EXERCISE
Only the lines from the top of the listing below to the line that has "2px #596472) drop-shadow(0" should be echoed, with both ends kept and pictures left out.
- - -
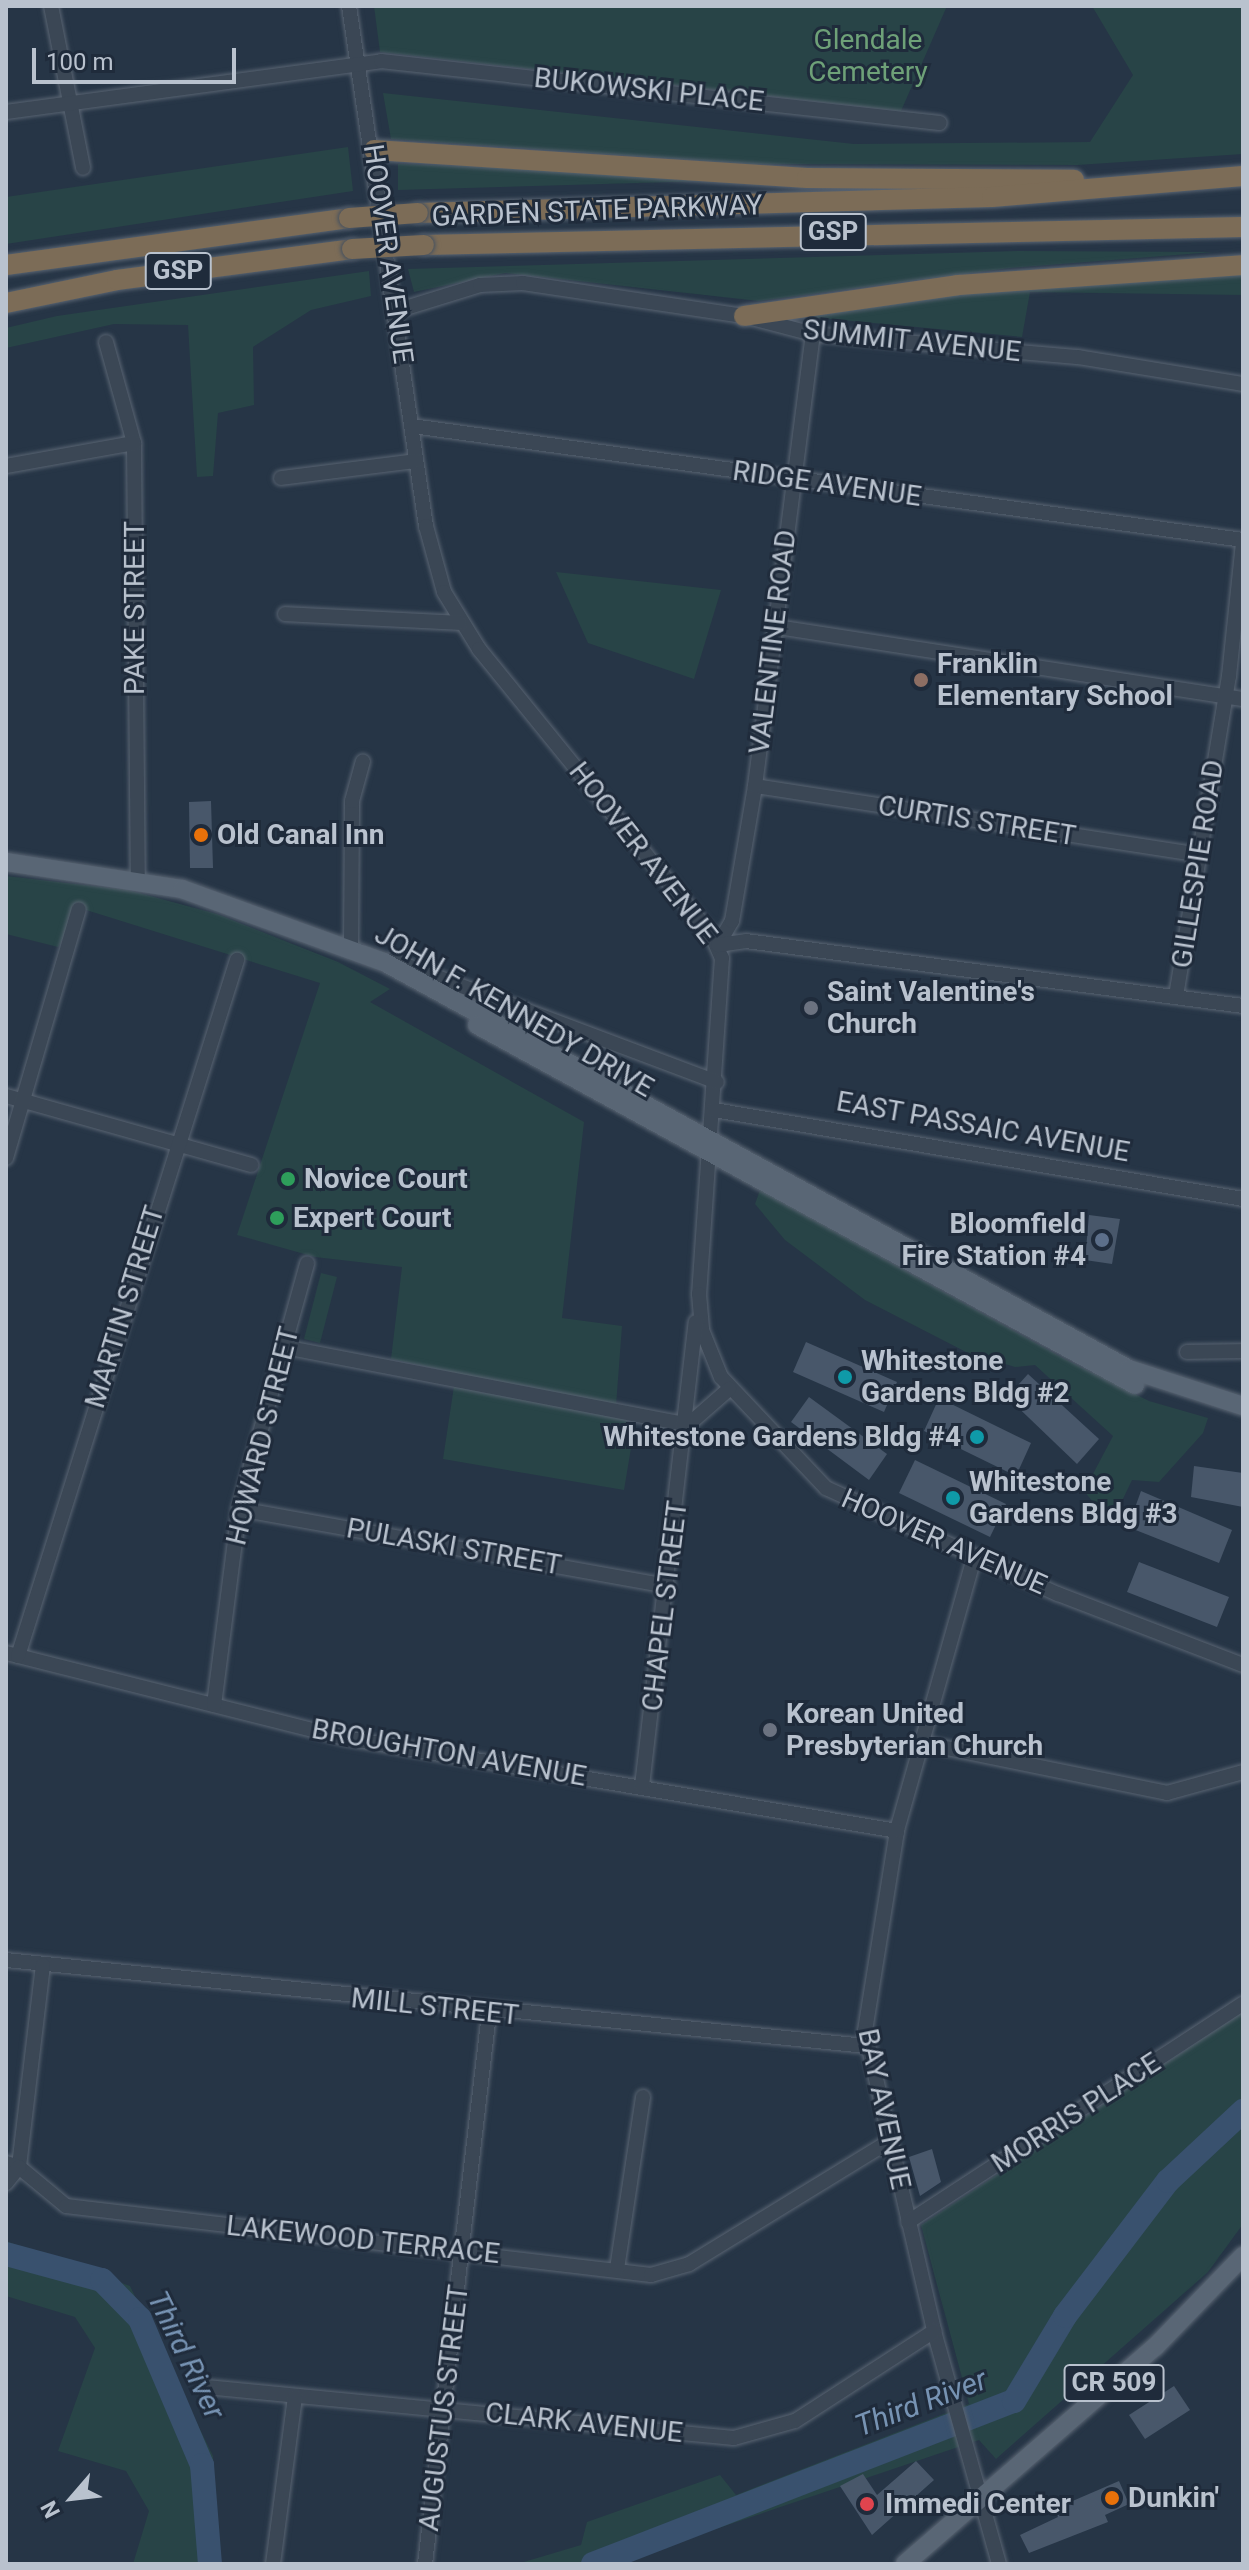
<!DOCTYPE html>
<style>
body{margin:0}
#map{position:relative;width:1249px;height:2570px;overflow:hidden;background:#263546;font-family:Roboto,sans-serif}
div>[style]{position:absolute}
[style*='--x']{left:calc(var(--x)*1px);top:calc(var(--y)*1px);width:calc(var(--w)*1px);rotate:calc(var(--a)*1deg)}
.green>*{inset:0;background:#284447}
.river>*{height:24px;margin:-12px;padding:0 12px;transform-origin:12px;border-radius:12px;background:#39516e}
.building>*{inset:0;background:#48576a}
.roads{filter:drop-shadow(0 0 2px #596472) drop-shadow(0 0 2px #596472)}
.minor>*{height:14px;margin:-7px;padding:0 7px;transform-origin:7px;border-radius:7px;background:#3b4755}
.major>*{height:18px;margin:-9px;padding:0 9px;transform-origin:9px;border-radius:9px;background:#596675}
.highway>*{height:20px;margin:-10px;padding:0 10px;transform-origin:10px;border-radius:10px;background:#7c6c57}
.bridges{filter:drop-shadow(0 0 2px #455160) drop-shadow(0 0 2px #455160)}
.highway-bridge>*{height:20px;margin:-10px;padding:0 10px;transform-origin:10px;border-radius:10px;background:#7c6c57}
.dots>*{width:22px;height:22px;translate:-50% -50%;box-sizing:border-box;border:4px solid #1f2b3b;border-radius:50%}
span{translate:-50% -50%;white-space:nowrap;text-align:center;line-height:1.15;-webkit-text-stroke:6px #1f2b3b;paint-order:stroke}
.shield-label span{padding:2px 6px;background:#1f2b3b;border:2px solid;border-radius:6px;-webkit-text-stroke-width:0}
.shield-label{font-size:26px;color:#b9c2ce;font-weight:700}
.park-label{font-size:28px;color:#6ea178}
.street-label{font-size:28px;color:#b9c2ce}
.poi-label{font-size:28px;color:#b9c2ce;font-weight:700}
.left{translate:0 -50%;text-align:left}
.right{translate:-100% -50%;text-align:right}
.water-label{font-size:30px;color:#7793b3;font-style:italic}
.frame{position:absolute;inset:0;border:8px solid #b9c2ce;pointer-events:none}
.north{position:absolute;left:32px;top:2458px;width:80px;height:80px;-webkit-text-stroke:6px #1f2b3b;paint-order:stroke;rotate:242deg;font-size:22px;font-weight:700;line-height:32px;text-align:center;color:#b9c2ce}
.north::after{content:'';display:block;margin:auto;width:28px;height:36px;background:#b9c2ce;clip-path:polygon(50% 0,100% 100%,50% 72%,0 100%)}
.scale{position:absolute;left:32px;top:48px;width:204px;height:36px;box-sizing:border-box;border:4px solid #b9c2ce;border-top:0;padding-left:10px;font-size:24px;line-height:28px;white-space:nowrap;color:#b9c2ce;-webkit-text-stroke:6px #1f2b3b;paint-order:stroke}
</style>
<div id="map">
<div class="green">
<div style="clip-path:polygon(374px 6px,947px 6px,901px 111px,380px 52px)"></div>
<div style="clip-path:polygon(1092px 6px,1243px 6px,1243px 154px,1077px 165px,751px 164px,391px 139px,383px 93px,854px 144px,1090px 142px,1133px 75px)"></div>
<div style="clip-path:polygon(348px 147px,353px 191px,6px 244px,6px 197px)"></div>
<div style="clip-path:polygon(398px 164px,567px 169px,707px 181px,398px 190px)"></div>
<div style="clip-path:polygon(1018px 251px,1214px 252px,1010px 268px,759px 301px,505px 273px,414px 292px,408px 269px)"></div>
<div style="clip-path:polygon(369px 271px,371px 296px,311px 310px,253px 347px,254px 405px,218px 413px,213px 476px,197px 477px,188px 325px,114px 324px,6px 348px,6px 328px,57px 316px)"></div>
<div style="clip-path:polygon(1243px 274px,1243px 295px,1030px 292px,1022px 337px,809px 317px,985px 288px)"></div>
<div style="clip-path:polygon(556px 572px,721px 590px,694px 679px,588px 643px)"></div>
<div style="clip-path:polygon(6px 876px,128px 890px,217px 914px,338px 962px,390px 989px,370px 1002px,584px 1122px,562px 1318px,622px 1326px,616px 1406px,634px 1430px,624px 1490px,443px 1459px,456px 1373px,391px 1359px,402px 1267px,315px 1257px,237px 1235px,320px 983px,83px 909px,58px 947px,6px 934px)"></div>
<div style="clip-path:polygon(760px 1190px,1063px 1358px,1149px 1401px,1208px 1418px,1203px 1433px,1159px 1482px,1132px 1480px,1111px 1524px,1084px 1491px,1113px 1436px,1035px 1365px,1015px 1367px,966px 1352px,865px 1300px,785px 1240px,755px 1204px)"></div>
<div style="clip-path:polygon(321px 1273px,337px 1277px,320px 1343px,304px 1339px)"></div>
<div style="clip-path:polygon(1243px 2012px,1243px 2224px,1208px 2272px,996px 2459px,979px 2440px,612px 2564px,517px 2564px,581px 2545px,587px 2522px,720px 2475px,736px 2495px,969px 2404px,921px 2225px)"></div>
<div style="clip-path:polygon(6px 2241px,130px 2286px,213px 2456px,219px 2564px,133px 2564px,149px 2511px,126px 2471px,58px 2451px,95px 2348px,75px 2317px,6px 2296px)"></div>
</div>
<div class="river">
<div style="--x:6;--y:2254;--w:99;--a:15.2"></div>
<div style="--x:102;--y:2280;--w:54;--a:45.7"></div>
<div style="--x:140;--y:2319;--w:159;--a:67"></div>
<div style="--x:202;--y:2465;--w:99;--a:85.4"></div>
<div style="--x:593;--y:2564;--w:451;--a:-21.2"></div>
<div style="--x:1014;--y:2401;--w:99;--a:-59"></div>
<div style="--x:1065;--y:2316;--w:170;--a:-52.7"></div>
<div style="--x:1168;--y:2181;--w:103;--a:-43"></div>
</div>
<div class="building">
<div style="clip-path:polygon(211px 801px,213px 868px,190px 868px,189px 802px)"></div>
<div style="clip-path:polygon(1089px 1215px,1120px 1219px,1112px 1264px,1085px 1260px)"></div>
<div style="clip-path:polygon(806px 1342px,897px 1382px,884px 1412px,793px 1372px)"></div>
<div style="clip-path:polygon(1028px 1374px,1099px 1439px,1077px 1464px,1007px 1397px)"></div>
<div style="clip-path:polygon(809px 1397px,887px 1454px,869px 1480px,791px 1422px)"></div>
<div style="clip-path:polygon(939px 1398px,1031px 1443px,1016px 1476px,924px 1431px)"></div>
<div style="clip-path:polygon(915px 1460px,1006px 1504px,990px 1537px,899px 1493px)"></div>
<div style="clip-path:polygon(1194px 1466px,1243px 1473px,1243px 1507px,1191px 1497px)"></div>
<div style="clip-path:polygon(1141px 1491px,1232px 1530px,1219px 1563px,1128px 1527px)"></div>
<div style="clip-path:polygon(1139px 1562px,1229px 1597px,1217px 1627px,1127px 1592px)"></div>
<div style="clip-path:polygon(932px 2149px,941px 2182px,920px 2196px,909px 2157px)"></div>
<div style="clip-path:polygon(1174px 2386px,1190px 2410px,1145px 2439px,1129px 2415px)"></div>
<div style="clip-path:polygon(916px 2461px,934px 2480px,872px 2535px,840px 2486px,863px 2474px,877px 2495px)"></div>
<div style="clip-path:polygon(1119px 2481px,1129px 2504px,1105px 2515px,1108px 2522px,1029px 2553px,1020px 2535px,1058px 2517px,1054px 2509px)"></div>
</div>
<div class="roads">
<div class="minor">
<div style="--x:51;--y:6;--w:165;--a:78.8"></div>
<div style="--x:349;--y:6;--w:526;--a:81.58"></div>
<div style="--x:426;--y:526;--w:68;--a:74.7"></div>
<div style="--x:444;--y:592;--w:67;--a:58.4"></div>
<div style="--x:479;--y:649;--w:370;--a:50.9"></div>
<div style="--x:712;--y:936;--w:24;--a:66"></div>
<div style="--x:722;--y:958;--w:337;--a:93.9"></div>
<div style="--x:699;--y:1294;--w:36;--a:85"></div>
<div style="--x:702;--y:1330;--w:51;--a:68"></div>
<div style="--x:721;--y:1377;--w:153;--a:46.6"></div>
<div style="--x:826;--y:1488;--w:255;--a:24.6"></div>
<div style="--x:1058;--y:1594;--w:198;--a:21"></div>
<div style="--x:6;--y:112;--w:378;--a:-7.7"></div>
<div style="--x:381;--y:61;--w:562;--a:6.33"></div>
<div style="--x:396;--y:311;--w:88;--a:-17.2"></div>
<div style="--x:480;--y:285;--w:43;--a:-2.7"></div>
<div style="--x:523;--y:283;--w:223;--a:8.5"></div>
<div style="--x:744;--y:316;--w:71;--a:14.6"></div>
<div style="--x:813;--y:334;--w:266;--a:5"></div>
<div style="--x:1078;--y:357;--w:167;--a:9.3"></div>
<div style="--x:106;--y:342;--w:105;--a:74.5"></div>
<div style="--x:134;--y:443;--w:436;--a:89.5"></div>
<div style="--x:412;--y:426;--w:839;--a:7.81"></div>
<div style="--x:6;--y:466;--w:130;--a:-10.2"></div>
<div style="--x:281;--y:478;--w:136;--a:-7.2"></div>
<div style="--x:285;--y:614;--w:175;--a:2.9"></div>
<div style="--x:777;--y:627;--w:472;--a:8.8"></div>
<div style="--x:755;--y:786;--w:450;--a:8.8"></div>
<div style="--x:718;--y:945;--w:28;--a:-60"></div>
<div style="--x:732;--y:921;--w:137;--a:-80.3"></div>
<div style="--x:755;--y:786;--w:456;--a:-82.7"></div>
<div style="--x:718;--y:945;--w:28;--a:-8"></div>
<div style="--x:746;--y:941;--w:501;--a:7.45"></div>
<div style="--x:360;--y:951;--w:9;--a:-167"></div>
<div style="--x:351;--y:949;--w:148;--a:-89.6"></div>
<div style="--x:352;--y:801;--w:41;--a:-74.6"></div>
<div style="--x:392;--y:960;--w:347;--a:20.6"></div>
<div style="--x:1176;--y:996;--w:324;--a:-80.6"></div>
<div style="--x:1229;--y:676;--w:135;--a:-84"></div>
<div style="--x:6;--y:1096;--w:255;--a:15.7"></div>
<div style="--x:714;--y:1110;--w:536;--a:9.55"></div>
<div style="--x:6;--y:1158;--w:259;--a:-73.7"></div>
<div style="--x:284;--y:1347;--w:411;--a:10.9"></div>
<div style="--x:688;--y:1425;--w:55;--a:-41.3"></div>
<div style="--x:1187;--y:1352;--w:56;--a:-1"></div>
<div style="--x:239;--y:1509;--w:436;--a:10.2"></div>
<div style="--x:974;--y:1558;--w:284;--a:105.8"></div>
<div style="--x:897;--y:1831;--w:203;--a:99.1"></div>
<div style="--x:865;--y:2031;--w:308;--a:77"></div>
<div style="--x:934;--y:2331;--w:242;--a:74.4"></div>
<div style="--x:6;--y:1653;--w:349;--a:14.1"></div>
<div style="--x:345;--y:1738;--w:560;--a:9.56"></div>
<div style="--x:18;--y:1656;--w:730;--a:-72.53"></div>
<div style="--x:214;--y:1705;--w:198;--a:-82.7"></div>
<div style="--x:239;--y:1509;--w:255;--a:-74.5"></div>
<div style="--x:922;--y:1743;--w:250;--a:11.5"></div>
<div style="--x:1167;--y:1793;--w:79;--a:-15.4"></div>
<div style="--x:642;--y:1786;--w:467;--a:-83.4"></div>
<div style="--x:6;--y:1960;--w:864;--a:5.71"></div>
<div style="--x:43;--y:1965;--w:203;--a:96.8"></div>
<div style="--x:19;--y:2167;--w:61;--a:39.7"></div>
<div style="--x:66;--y:2206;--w:589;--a:6.73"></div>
<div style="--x:651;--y:2275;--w:40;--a:-16"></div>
<div style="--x:689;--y:2264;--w:233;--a:-31.5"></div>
<div style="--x:6;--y:2163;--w:14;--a:17"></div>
<div style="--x:19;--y:2167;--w:21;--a:129"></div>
<div style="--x:908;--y:2222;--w:400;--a:-33.1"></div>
<div style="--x:617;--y:2269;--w:174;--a:-81.4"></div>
<div style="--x:206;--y:2387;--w:530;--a:5.52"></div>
<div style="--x:734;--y:2438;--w:63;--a:-15.6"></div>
<div style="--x:795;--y:2421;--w:166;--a:-32.9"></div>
<div style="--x:273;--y:2564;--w:169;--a:-82.5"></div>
<div style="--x:425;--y:2564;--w:555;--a:-83.37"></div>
</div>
<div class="major">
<div style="--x:6;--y:862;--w:178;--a:8.7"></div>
<div style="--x:182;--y:889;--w:215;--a:19.9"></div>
<div style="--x:384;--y:962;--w:849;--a:28.65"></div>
<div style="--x:1129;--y:1369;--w:120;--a:18"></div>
<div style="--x:477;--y:1025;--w:750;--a:28.68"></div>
<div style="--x:905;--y:2564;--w:331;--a:-41"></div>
<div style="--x:1155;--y:2347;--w:127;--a:-46"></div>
</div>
<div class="highway">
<div style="--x:374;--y:150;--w:434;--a:3.7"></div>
<div style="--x:807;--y:178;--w:267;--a:0.4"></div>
<div style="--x:418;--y:213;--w:574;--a:-1.6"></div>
<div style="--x:992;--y:197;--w:252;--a:-4.8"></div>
<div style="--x:424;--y:245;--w:819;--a:-1.26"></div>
<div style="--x:6;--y:265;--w:346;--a:-7.8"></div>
<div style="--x:6;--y:303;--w:113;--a:-11.7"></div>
<div style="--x:117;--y:280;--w:237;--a:-7.5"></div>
<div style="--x:744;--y:316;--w:216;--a:-8.2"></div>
<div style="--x:958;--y:285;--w:286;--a:-4"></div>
</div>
</div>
<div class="bridges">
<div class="highway-bridge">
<div style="--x:349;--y:218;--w:69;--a:-4.1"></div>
<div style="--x:352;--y:249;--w:72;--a:-3.2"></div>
</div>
</div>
<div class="dots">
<div style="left:921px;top:680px;background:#8d6e63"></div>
<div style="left:201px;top:835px;background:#e8710a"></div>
<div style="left:811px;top:1008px;background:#6b7280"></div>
<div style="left:288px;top:1179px;background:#2e9e5b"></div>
<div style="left:277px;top:1218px;background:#2e9e5b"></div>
<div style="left:1102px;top:1240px;background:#5c6f8a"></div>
<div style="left:845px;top:1377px;background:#0f9aa8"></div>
<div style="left:977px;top:1437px;background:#0f9aa8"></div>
<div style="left:953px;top:1498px;background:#0f9aa8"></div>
<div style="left:770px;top:1730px;background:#6b7280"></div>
<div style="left:1112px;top:2498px;background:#e8710a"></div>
<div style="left:867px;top:2504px;background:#e0444e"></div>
</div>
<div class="shield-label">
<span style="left:833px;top:232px">GSP</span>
<span style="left:178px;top:271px">GSP</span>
<span style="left:1114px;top:2383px">CR 509</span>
</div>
<div class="park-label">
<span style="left:868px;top:56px">Glendale<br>Cemetery</span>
</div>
<div class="street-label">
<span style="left:649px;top:90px;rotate:6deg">BUKOWSKI PLACE</span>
<span style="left:597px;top:211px;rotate:-2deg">GARDEN STATE PARKWAY</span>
<span style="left:388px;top:254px;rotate:82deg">HOOVER AVENUE</span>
<span style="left:912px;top:341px;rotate:6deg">SUMMIT AVENUE</span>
<span style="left:827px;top:484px;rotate:8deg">RIDGE AVENUE</span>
<span style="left:135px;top:608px;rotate:-90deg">PAKE STREET</span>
<span style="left:773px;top:642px;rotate:-83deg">VALENTINE ROAD</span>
<span style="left:977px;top:821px;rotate:9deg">CURTIS STREET</span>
<span style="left:643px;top:853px;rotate:52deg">HOOVER AVENUE</span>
<span style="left:1198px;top:864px;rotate:-81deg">GILLESPIE ROAD</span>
<span style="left:514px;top:1011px;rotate:30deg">JOHN F. KENNEDY DRIVE</span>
<span style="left:983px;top:1127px;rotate:10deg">EAST PASSAIC AVENUE</span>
<span style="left:125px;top:1307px;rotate:-73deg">MARTIN STREET</span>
<span style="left:263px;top:1436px;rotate:-76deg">HOWARD STREET</span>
<span style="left:944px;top:1542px;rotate:24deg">HOOVER AVENUE</span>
<span style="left:454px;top:1547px;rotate:10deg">PULASKI STREET</span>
<span style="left:665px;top:1606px;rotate:-83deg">CHAPEL STREET</span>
<span style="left:449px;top:1753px;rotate:10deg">BROUGHTON AVENUE</span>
<span style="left:435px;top:2007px;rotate:6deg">MILL STREET</span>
<span style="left:884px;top:2109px;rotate:78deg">BAY AVENUE</span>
<span style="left:1076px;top:2113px;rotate:-33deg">MORRIS PLACE</span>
<span style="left:363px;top:2240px;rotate:6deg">LAKEWOOD TERRACE</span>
<span style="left:444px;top:2408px;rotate:-83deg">AUGUSTUS STREET</span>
<span style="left:584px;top:2423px;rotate:6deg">CLARK AVENUE</span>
</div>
<div class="poi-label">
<span class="left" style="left:937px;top:680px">Franklin<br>Elementary School</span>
<span class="left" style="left:217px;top:835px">Old Canal Inn</span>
<span class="left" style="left:827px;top:1008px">Saint Valentine's<br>Church</span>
<span class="left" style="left:304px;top:1179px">Novice Court</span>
<span class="left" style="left:293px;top:1218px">Expert Court</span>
<span class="right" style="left:1086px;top:1240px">Bloomfield<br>Fire Station #4</span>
<span class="left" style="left:861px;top:1377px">Whitestone<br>Gardens Bldg #2</span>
<span class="right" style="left:961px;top:1437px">Whitestone Gardens Bldg #4</span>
<span class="left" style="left:969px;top:1498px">Whitestone<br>Gardens Bldg #3</span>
<span class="left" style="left:786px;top:1730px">Korean United<br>Presbyterian Church</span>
<span class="left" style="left:1128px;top:2498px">Dunkin'</span>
<span class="left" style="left:885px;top:2504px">Immedi Center</span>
</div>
<div class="water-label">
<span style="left:186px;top:2355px;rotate:64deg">Third River</span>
<span style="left:921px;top:2403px;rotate:-21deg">Third River</span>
</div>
<div class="frame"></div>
<div class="north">N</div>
<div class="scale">100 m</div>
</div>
- - -
OUTPUT
<!DOCTYPE html>
<style>
body{margin:0}
#map{position:relative;width:1249px;height:2570px;overflow:hidden;background:#263546;font-family:Roboto,sans-serif}
div>[style]{position:absolute}
[style*='--x']{left:calc(var(--x)*1px);top:calc(var(--y)*1px);width:calc(var(--w)*1px);rotate:calc(var(--a)*1deg)}
.green>*{inset:0;background:#284447}
.river>*{height:24px;margin:-12px;padding:0 12px;transform-origin:12px;border-radius:12px;background:#39516e}
.building>*{inset:0;background:#48576a}
.roads{filter:drop-shadow(0 0 2px #596472) drop-shadow(0 0 2px #596472)}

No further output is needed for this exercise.